Sunday, May 8, 2011

This Is a Prison?

The Daily Mail (U.K.) has a fascinating article about a prison on Bastoy Island in Norway which has the lowest recidivism rate in Europe.

...It is a curious place. There are no secluded holiday homes or elegant hotels with moorings for passing yachts. The 120 people who live there never visit the mainland, but then why would they?

They spend their days happily winding around the network of paths that snake through the pine forests, or swimming and fishing along the five miles of pebble beaches, or playing on the tennis courts and football pitch; and recuperating later on sunbeds and in a sauna, a cinema room, a band rehearsal room and expansive library.

Their commune has handsomely furnished bungalows with cable TV. The residents eat together in an attractively spacious canteen thoughtfully decorated with Norwegian art. The centrepiece is a striking 10ft long model of a Norwegian merchant ship....an extensive new study undertaken by researchers across all the Nordic countries reveals that the reoffending average across Europe is about 70-75 per cent. In Denmark, Sweden and Finland, the average is 30 per cent. In Norway it is 20 per cent. Thus Bastoy, at just 16 per cent, has the lowest reoffending rate in Europe.

...'Both society and the individual simply have to put aside their desire for revenge, and stop focusing on prisons as places of punishment and pain. Depriving a person of their freedom for a period of time is sufficient punishment in itself without any need whatsoever for harsh prison conditions.

'Bastoy takes the opposite approach to a conventional prison where prisoners are given no responsibility, locked up, fed and treated like animals and eventually end up behaving like animals.

'Here you are given personal responsibility and a job and asked to deal with all the challenges that entails. It is an arena in which the mind can heal, allowing prisoners to gain self-confidence, establish respect for themselves and in so doing respect for others too,' [says prison governor Arne Kvernvik Nilsen]...

With 120 inmates and 70 staff (35 of whom are guards) Bastoy is Norway's largest low-security prison but it is one of four others dotted around the country. The governor claims that it is his goal of self-sufficiency that both creates jobs for prisoners and provides them with a common purpose.

'The prison is self-sustaining and as green as possible in terms of recycling, solar panels and using horses instead of cars. It means that the inmates have plenty to do and plenty of contact with nature - the farm animals, wildlife, the fresh air and sea. We try to teach inmates that they are part of their environment and that if you harm nature or your fellow man it comes back to you.'

He adds that a significant advantage of the ecological approach is that due to low staffing levels and producing their own food and fuel, Bastoy is actually the cheapest prison to run in the whole of Norway.

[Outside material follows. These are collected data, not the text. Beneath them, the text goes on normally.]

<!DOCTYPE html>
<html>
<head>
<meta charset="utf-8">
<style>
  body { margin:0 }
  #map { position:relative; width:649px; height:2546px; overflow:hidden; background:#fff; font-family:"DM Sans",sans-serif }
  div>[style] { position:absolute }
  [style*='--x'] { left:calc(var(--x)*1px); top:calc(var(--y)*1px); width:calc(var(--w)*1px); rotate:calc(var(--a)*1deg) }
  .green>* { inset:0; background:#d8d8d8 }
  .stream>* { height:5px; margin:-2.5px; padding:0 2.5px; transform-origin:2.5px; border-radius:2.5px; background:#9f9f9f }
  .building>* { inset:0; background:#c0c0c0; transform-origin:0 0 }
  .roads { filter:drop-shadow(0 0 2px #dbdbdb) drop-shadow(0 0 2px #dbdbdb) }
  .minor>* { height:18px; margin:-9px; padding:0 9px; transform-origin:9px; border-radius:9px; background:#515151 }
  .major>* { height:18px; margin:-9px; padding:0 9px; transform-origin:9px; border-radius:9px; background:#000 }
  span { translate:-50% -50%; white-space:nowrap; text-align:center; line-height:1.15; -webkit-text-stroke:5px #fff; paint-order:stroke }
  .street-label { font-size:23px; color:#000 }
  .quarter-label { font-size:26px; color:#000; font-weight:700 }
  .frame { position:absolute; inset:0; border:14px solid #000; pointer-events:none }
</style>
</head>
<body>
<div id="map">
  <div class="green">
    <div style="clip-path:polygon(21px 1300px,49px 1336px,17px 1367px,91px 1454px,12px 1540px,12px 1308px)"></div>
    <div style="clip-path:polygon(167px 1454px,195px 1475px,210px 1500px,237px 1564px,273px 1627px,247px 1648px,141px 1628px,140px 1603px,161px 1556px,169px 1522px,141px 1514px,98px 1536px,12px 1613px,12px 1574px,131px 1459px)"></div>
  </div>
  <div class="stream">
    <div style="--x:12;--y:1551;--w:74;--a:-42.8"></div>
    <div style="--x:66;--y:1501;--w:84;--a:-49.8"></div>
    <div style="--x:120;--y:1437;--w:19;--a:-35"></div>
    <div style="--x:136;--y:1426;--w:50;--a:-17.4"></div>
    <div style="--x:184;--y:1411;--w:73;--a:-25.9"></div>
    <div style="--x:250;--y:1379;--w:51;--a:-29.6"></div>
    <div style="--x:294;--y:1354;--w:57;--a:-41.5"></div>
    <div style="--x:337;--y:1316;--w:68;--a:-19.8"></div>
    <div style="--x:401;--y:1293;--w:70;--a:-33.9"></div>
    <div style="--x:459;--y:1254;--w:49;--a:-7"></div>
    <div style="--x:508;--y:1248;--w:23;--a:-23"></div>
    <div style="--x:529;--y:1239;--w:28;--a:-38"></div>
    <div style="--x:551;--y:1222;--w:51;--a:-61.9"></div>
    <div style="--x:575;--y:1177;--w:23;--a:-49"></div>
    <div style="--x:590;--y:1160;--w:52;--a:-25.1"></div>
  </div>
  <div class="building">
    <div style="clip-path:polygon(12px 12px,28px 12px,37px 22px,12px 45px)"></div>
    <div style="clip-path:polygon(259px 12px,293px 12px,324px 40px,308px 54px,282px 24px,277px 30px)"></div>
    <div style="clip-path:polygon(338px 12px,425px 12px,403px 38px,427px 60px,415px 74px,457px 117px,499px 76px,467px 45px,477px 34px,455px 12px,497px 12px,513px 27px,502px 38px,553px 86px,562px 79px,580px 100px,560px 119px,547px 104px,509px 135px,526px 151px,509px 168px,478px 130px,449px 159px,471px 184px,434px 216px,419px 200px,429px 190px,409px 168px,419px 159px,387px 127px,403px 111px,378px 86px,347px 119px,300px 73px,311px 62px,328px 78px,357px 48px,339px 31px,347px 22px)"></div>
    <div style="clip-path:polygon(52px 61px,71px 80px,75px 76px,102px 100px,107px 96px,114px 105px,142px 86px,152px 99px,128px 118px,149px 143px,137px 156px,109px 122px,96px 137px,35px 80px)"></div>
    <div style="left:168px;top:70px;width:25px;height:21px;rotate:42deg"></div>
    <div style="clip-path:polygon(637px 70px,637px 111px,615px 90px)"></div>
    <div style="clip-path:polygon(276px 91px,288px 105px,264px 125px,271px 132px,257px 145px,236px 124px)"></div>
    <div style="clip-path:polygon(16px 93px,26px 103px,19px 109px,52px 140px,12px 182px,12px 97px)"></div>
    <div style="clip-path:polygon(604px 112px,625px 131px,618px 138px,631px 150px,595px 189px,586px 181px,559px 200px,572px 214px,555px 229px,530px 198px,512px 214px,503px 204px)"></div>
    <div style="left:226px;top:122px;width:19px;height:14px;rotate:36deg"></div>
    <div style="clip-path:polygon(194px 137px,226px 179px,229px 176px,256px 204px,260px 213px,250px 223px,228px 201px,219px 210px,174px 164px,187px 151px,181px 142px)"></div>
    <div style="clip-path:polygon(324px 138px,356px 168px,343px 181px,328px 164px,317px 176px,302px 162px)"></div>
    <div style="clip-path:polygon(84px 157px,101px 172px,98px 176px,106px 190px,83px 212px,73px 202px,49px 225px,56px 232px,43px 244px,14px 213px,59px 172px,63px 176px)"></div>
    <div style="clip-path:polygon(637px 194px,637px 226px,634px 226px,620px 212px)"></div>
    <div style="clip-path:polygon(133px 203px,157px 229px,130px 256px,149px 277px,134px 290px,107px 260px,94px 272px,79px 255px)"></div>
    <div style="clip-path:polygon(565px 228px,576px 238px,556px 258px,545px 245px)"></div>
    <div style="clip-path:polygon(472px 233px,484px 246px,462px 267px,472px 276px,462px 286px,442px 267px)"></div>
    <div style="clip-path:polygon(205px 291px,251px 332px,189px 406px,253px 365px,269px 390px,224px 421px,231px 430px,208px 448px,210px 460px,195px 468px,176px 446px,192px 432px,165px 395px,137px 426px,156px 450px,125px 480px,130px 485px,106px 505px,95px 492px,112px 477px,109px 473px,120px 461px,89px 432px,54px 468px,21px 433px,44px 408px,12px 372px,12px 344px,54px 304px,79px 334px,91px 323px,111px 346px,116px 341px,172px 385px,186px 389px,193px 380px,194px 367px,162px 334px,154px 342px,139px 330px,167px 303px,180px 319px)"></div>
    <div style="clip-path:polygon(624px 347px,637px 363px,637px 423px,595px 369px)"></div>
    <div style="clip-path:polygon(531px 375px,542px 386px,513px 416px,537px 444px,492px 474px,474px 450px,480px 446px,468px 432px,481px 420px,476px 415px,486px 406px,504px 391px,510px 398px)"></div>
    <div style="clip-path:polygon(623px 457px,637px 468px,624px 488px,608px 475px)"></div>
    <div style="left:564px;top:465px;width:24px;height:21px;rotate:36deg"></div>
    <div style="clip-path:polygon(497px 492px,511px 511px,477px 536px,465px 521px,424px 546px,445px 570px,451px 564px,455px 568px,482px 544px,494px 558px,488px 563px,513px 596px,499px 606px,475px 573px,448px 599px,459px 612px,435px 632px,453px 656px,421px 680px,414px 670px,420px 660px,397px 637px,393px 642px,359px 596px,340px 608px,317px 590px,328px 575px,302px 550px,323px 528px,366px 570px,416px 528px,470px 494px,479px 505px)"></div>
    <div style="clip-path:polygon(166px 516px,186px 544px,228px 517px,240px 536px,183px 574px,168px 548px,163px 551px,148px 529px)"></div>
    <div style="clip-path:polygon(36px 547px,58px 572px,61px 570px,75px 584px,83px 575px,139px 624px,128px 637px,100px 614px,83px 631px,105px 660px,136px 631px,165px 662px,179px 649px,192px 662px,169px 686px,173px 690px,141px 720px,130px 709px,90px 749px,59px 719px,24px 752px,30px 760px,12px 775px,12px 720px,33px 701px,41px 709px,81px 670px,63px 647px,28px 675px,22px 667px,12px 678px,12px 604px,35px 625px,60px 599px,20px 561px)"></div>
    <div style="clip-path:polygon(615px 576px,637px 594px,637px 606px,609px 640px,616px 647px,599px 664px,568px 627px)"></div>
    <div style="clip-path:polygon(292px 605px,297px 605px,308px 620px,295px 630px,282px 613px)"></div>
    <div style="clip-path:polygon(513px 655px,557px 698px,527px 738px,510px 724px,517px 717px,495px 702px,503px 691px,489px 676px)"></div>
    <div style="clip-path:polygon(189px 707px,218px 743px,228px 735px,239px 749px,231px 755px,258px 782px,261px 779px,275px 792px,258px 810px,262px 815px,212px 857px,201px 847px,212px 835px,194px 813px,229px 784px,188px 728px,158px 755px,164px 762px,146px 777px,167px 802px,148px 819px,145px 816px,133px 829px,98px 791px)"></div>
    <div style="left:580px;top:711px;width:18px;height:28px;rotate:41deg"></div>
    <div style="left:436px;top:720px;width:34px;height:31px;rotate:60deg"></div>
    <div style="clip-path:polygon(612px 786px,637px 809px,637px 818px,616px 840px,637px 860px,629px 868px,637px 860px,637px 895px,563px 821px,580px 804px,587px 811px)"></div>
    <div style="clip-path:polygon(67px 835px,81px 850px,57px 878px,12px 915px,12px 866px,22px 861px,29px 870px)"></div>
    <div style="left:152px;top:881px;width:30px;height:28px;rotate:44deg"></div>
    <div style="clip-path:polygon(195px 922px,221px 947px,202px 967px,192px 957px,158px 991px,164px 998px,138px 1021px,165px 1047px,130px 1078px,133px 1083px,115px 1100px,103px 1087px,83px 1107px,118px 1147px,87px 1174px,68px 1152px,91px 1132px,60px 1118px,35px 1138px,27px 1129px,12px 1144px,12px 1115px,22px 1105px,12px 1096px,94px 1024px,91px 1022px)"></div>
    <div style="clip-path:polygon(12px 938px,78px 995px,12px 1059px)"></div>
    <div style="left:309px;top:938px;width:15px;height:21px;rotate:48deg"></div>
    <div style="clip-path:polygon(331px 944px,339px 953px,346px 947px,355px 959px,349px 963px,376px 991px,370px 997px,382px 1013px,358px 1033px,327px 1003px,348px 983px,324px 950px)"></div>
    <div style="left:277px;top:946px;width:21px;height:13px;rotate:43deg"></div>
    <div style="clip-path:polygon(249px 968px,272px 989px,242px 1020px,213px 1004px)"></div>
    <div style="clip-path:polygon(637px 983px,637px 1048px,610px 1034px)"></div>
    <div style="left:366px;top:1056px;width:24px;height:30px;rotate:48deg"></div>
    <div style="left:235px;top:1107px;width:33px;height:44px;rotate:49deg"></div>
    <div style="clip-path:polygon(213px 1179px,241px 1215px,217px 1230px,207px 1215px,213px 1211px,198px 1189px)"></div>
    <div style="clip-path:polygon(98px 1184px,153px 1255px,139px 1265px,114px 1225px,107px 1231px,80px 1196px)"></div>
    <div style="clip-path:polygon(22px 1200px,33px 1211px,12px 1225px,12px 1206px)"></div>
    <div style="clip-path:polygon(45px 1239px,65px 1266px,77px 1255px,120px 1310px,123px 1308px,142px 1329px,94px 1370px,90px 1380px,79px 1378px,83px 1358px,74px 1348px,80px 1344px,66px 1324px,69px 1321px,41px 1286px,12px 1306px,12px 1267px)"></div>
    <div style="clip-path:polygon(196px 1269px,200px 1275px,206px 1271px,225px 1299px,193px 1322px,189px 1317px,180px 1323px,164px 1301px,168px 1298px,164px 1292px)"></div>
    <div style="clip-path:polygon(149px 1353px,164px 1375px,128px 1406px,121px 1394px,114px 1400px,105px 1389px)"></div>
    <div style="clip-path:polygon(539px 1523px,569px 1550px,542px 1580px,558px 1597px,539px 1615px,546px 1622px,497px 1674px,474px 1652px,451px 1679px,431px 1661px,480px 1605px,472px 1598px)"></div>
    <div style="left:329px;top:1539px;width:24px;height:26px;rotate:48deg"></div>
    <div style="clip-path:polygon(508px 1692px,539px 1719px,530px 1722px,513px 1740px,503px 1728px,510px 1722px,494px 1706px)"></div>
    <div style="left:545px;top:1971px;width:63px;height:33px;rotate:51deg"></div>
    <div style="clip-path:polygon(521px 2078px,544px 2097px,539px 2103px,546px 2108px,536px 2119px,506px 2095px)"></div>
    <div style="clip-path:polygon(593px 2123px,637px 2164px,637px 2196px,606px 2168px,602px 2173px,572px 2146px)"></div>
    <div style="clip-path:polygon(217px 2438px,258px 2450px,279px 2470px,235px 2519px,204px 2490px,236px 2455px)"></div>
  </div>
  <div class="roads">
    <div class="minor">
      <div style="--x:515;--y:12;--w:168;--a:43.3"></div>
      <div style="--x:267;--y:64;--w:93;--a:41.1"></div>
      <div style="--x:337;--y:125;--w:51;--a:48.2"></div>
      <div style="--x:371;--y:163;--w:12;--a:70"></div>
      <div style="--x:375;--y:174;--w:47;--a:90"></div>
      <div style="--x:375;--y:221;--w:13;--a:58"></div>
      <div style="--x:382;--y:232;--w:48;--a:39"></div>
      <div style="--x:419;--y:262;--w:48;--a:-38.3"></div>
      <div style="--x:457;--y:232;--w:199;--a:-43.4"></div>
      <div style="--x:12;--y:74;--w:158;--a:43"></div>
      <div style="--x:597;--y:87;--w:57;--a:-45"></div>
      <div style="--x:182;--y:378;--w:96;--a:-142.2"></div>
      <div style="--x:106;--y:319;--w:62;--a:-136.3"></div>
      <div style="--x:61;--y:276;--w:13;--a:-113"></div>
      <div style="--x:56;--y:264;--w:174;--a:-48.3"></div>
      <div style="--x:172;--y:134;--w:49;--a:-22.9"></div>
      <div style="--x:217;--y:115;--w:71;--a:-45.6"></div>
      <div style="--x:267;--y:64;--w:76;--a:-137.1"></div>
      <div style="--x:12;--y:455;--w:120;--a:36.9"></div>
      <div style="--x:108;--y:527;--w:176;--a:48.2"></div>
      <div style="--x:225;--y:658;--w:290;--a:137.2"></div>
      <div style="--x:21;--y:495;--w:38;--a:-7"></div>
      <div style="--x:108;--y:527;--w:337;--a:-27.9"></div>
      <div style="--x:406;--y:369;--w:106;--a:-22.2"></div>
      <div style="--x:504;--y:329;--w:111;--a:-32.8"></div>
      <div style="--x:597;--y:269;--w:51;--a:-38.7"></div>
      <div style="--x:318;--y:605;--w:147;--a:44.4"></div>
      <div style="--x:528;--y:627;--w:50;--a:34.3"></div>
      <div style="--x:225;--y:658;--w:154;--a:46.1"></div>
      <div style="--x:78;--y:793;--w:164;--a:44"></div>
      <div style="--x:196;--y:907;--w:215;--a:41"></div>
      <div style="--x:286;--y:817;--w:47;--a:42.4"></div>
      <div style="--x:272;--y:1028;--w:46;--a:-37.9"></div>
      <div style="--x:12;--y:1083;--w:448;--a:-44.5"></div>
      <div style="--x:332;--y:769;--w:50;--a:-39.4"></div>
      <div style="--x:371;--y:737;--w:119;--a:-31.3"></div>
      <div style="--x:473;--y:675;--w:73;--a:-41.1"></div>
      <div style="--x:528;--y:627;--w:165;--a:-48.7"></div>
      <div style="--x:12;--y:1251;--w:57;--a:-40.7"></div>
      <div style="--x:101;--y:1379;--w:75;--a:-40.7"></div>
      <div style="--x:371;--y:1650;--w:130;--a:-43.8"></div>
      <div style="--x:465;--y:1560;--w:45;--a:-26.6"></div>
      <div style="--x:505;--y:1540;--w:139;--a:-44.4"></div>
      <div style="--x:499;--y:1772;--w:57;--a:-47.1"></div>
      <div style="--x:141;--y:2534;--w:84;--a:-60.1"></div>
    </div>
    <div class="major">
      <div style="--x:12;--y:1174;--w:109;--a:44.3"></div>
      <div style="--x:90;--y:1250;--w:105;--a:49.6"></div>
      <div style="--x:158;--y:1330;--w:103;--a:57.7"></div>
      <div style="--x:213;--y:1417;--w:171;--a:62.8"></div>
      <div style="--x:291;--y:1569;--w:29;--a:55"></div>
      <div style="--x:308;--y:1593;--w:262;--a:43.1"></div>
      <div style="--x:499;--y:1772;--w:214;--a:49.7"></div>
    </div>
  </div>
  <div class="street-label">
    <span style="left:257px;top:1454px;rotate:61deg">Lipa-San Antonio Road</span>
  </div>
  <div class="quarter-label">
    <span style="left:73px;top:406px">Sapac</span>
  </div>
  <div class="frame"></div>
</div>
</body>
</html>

'We have a price for each prison bed in this country and we are much cheaper to run than a conventional closed prison....'

EDITORIAL NOTE: Perhaps this could serve as a model for a humane psychiatric facility. We have seen how the criminalization of mental illness didn't work 250 years ago, and does nothing for the patient today. Expect spirited resistance from the prison-industrial complex, which regards the inmate population as a revenue stream and has a vested interest in growing that population by any means possible.